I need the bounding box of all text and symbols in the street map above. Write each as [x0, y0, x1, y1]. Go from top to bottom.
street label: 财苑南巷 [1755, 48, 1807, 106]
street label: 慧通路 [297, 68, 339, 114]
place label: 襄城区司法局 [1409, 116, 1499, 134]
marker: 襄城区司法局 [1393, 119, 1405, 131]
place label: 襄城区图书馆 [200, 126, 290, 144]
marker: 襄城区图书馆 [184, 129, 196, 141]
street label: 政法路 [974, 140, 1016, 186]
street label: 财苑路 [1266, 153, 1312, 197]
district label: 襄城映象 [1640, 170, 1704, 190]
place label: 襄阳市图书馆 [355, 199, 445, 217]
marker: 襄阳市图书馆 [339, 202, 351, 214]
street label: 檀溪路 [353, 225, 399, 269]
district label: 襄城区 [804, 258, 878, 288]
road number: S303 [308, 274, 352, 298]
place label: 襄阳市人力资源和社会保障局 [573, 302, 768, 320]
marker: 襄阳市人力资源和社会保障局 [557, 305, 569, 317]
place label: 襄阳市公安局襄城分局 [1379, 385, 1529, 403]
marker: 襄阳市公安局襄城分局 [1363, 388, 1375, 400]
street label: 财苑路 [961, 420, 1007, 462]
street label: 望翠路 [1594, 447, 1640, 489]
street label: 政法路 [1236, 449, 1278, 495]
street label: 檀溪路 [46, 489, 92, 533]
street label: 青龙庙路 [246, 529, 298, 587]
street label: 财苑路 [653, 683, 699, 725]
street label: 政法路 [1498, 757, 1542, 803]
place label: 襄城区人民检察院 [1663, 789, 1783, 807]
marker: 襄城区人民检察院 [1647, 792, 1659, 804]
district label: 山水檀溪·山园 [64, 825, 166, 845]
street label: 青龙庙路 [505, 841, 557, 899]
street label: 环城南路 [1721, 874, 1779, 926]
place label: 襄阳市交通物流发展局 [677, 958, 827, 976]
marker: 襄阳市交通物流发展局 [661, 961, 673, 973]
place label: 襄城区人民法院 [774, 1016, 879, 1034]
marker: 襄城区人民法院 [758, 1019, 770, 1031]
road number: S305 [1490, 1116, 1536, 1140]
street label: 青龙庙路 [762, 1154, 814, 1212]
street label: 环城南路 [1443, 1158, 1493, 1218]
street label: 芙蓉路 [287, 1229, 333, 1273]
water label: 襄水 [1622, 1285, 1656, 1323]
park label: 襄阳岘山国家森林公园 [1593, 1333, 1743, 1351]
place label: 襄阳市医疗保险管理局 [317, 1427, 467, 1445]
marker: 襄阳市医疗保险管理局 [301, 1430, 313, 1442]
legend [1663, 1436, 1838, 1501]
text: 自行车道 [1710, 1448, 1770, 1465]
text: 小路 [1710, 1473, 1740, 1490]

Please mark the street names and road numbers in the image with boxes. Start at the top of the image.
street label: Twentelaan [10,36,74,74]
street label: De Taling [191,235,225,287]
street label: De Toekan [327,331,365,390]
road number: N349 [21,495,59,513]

## Action item
Repeat all the entries exactly as given.

## Reply to the exercise
I need the bounding box of all text and symbols in the street map above. Write each as [x0, y0, x1, y1]. Go from top to bottom.
street label: 财苑南巷 [1755, 48, 1807, 106]
street label: 慧通路 [297, 68, 339, 114]
place label: 襄城区司法局 [1409, 116, 1499, 134]
marker: 襄城区司法局 [1393, 119, 1405, 131]
place label: 襄城区图书馆 [200, 126, 290, 144]
marker: 襄城区图书馆 [184, 129, 196, 141]
street label: 政法路 [974, 140, 1016, 186]
street label: 财苑路 [1266, 153, 1312, 197]
district label: 襄城映象 [1640, 170, 1704, 190]
place label: 襄阳市图书馆 [355, 199, 445, 217]
marker: 襄阳市图书馆 [339, 202, 351, 214]
street label: 檀溪路 [353, 225, 399, 269]
district label: 襄城区 [804, 258, 878, 288]
road number: S303 [308, 274, 352, 298]
place label: 襄阳市人力资源和社会保障局 [573, 302, 768, 320]
marker: 襄阳市人力资源和社会保障局 [557, 305, 569, 317]
place label: 襄阳市公安局襄城分局 [1379, 385, 1529, 403]
marker: 襄阳市公安局襄城分局 [1363, 388, 1375, 400]
street label: 财苑路 [961, 420, 1007, 462]
street label: 望翠路 [1594, 447, 1640, 489]
street label: 政法路 [1236, 449, 1278, 495]
street label: 檀溪路 [46, 489, 92, 533]
street label: 青龙庙路 [246, 529, 298, 587]
street label: 财苑路 [653, 683, 699, 725]
street label: 政法路 [1498, 757, 1542, 803]
place label: 襄城区人民检察院 [1663, 789, 1783, 807]
marker: 襄城区人民检察院 [1647, 792, 1659, 804]
district label: 山水檀溪·山园 [64, 825, 166, 845]
street label: 青龙庙路 [505, 841, 557, 899]
street label: 环城南路 [1721, 874, 1779, 926]
place label: 襄阳市交通物流发展局 [677, 958, 827, 976]
marker: 襄阳市交通物流发展局 [661, 961, 673, 973]
place label: 襄城区人民法院 [774, 1016, 879, 1034]
marker: 襄城区人民法院 [758, 1019, 770, 1031]
road number: S305 [1490, 1116, 1536, 1140]
street label: 青龙庙路 [762, 1154, 814, 1212]
street label: 环城南路 [1443, 1158, 1493, 1218]
street label: 芙蓉路 [287, 1229, 333, 1273]
water label: 襄水 [1622, 1285, 1656, 1323]
park label: 襄阳岘山国家森林公园 [1593, 1333, 1743, 1351]
place label: 襄阳市医疗保险管理局 [317, 1427, 467, 1445]
marker: 襄阳市医疗保险管理局 [301, 1430, 313, 1442]
legend [1663, 1436, 1838, 1501]
text: 自行车道 [1710, 1448, 1770, 1465]
text: 小路 [1710, 1473, 1740, 1490]

Please mark the street names and road numbers in the image with boxes. Start at the top of the image.
street label: Twentelaan [10,36,74,74]
street label: De Taling [191,235,225,287]
street label: De Toekan [327,331,365,390]
road number: N349 [21,495,59,513]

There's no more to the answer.